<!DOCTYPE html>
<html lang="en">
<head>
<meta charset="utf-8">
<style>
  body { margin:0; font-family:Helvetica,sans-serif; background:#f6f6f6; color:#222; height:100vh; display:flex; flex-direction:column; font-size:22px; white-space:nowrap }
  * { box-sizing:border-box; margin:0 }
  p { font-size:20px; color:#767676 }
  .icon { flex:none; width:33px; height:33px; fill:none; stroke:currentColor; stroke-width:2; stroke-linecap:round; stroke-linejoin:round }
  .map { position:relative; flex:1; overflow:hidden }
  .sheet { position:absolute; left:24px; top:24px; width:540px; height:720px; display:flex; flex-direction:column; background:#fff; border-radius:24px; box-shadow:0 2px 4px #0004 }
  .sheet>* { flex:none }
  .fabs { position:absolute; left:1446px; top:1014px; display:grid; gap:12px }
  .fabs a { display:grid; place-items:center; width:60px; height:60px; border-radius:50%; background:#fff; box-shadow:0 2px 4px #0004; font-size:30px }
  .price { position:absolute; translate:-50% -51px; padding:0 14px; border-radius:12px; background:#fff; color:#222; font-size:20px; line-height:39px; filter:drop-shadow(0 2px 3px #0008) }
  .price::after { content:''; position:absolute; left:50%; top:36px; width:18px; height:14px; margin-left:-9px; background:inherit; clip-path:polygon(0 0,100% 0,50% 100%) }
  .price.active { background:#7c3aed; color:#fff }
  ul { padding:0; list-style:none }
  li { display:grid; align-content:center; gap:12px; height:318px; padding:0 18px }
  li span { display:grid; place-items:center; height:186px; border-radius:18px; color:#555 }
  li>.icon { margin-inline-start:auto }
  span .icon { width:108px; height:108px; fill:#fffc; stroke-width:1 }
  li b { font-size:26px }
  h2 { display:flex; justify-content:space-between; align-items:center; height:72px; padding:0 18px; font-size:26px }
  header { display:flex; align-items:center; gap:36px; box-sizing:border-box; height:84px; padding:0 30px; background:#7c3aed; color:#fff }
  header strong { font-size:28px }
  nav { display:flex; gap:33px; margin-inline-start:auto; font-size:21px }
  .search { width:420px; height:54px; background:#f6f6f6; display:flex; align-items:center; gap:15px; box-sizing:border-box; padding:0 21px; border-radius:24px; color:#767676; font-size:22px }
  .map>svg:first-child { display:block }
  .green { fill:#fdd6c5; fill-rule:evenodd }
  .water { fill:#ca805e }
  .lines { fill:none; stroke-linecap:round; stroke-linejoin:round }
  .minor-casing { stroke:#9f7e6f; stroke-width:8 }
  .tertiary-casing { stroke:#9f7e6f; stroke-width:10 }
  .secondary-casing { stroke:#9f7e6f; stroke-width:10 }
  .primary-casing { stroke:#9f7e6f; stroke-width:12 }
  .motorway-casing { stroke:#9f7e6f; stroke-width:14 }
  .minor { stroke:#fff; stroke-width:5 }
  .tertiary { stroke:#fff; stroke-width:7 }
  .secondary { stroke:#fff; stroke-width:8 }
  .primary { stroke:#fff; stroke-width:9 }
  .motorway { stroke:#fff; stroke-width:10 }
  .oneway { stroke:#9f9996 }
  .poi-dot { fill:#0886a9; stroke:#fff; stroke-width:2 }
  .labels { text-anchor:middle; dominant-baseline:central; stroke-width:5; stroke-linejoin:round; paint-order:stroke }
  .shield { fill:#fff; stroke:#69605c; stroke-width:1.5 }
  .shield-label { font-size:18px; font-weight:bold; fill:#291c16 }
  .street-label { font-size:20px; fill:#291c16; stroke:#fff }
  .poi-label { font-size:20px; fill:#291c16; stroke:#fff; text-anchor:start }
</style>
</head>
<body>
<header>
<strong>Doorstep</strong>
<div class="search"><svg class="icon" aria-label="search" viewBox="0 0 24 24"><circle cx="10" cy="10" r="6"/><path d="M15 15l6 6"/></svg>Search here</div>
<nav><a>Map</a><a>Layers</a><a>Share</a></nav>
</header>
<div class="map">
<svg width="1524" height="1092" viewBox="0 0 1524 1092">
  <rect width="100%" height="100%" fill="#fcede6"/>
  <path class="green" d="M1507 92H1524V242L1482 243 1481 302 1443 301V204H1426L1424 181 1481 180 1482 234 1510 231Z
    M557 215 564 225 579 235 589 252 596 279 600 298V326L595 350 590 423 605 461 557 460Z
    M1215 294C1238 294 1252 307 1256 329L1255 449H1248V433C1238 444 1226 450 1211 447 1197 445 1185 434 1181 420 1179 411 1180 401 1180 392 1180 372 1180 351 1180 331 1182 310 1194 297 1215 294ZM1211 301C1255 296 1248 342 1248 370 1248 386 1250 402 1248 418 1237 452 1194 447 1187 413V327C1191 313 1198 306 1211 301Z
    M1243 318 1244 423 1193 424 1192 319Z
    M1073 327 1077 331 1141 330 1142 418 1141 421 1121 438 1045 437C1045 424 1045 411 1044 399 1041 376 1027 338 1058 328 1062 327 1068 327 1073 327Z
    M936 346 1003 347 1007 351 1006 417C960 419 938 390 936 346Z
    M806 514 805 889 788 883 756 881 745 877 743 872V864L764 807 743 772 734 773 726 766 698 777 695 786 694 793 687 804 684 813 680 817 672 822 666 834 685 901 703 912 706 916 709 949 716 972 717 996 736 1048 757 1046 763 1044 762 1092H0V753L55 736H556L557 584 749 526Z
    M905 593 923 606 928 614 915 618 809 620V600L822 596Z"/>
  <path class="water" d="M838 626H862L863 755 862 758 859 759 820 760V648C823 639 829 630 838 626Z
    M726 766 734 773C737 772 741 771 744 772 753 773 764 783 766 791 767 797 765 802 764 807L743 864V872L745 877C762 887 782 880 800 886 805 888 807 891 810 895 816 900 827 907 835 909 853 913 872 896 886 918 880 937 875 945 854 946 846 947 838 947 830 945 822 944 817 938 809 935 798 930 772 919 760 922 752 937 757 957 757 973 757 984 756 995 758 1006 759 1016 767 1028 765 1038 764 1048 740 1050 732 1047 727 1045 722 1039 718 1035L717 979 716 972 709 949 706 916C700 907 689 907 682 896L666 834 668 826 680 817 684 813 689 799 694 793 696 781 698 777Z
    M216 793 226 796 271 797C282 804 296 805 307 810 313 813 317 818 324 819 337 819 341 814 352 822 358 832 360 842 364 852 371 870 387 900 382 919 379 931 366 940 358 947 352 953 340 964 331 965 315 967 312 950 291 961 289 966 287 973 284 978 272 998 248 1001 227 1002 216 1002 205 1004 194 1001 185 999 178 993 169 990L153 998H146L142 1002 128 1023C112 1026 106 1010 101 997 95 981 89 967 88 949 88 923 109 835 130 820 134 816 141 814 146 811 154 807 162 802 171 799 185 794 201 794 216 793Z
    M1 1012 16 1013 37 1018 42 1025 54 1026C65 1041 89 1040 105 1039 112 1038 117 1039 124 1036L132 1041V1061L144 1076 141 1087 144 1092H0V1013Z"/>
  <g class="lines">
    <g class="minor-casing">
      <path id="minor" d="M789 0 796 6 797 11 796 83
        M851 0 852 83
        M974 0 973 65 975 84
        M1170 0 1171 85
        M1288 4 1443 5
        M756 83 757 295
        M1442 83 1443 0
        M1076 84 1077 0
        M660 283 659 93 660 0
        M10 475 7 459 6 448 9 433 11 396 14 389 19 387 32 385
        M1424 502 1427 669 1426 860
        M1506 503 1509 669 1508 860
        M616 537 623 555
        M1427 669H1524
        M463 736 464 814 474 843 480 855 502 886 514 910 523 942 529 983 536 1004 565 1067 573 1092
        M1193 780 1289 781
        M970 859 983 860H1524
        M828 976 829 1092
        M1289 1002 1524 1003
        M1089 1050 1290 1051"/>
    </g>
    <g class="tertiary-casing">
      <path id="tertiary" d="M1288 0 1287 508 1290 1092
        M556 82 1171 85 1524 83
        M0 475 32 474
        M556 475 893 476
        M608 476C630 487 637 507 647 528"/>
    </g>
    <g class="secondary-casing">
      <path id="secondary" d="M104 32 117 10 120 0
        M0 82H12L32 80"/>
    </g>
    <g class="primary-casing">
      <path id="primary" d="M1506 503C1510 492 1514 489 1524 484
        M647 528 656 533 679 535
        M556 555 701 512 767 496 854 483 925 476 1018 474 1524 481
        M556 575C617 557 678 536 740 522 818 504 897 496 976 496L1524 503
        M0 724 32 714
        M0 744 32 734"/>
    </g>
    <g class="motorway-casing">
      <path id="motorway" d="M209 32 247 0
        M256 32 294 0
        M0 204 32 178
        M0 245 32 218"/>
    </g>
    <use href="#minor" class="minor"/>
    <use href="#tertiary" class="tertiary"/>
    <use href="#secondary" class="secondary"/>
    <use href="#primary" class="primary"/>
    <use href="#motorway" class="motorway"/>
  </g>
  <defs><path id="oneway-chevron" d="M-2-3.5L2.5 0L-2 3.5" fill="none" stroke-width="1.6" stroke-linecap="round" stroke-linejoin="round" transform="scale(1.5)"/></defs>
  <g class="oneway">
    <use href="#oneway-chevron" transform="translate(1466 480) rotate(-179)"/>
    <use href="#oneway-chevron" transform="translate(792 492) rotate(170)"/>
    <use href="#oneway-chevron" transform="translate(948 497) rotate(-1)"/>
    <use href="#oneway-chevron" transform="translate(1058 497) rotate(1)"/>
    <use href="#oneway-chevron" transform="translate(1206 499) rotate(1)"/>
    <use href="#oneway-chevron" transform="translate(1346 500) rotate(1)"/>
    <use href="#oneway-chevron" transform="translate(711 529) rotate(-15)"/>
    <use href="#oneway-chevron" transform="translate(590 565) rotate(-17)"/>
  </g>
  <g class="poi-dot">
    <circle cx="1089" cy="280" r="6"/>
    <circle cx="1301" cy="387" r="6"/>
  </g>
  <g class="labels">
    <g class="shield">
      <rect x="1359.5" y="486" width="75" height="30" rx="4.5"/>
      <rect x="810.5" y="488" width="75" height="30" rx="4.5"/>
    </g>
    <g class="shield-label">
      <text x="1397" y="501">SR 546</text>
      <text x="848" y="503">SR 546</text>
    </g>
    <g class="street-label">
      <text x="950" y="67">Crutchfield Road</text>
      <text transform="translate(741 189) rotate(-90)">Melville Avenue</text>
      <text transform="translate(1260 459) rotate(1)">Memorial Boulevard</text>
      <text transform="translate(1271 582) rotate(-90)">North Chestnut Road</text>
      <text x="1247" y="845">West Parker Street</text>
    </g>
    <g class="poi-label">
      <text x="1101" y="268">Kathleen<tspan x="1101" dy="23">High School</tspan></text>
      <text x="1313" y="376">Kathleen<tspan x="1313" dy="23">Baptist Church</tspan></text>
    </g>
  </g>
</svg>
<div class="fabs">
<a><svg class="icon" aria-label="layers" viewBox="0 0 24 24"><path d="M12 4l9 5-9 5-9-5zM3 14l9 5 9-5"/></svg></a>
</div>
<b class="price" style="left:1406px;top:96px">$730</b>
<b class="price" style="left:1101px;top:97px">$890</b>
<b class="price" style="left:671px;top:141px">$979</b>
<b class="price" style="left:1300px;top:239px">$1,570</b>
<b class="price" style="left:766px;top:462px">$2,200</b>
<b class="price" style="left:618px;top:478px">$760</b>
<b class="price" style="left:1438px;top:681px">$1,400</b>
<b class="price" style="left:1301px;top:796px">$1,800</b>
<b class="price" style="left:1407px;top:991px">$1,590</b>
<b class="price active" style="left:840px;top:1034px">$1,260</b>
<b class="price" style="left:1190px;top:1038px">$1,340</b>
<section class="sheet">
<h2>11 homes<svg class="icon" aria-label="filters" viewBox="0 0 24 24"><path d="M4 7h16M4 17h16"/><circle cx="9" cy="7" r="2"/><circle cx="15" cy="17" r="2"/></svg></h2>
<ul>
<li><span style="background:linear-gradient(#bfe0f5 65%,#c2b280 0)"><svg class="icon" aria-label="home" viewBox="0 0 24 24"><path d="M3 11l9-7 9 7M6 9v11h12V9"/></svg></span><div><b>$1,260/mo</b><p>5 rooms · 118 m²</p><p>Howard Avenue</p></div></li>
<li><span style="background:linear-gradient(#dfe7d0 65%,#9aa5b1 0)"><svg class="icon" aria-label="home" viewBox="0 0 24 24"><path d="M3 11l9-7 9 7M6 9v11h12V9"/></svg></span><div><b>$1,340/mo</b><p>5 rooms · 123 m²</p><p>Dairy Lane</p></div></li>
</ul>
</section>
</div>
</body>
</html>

== == ==

**WORK TO COMPLETE**
Each line above that contains the word "shadow" should be copied.

**SOLUTION FOR THIS PROBLEM**
  .sheet { position:absolute; left:24px; top:24px; width:540px; height:720px; display:flex; flex-direction:column; background:#fff; border-radius:24px; box-shadow:0 2px 4px #0004 }
  .fabs a { display:grid; place-items:center; width:60px; height:60px; border-radius:50%; background:#fff; box-shadow:0 2px 4px #0004; font-size:30px }
  .price { position:absolute; translate:-50% -51px; padding:0 14px; border-radius:12px; background:#fff; color:#222; font-size:20px; line-height:39px; filter:drop-shadow(0 2px 3px #0008) }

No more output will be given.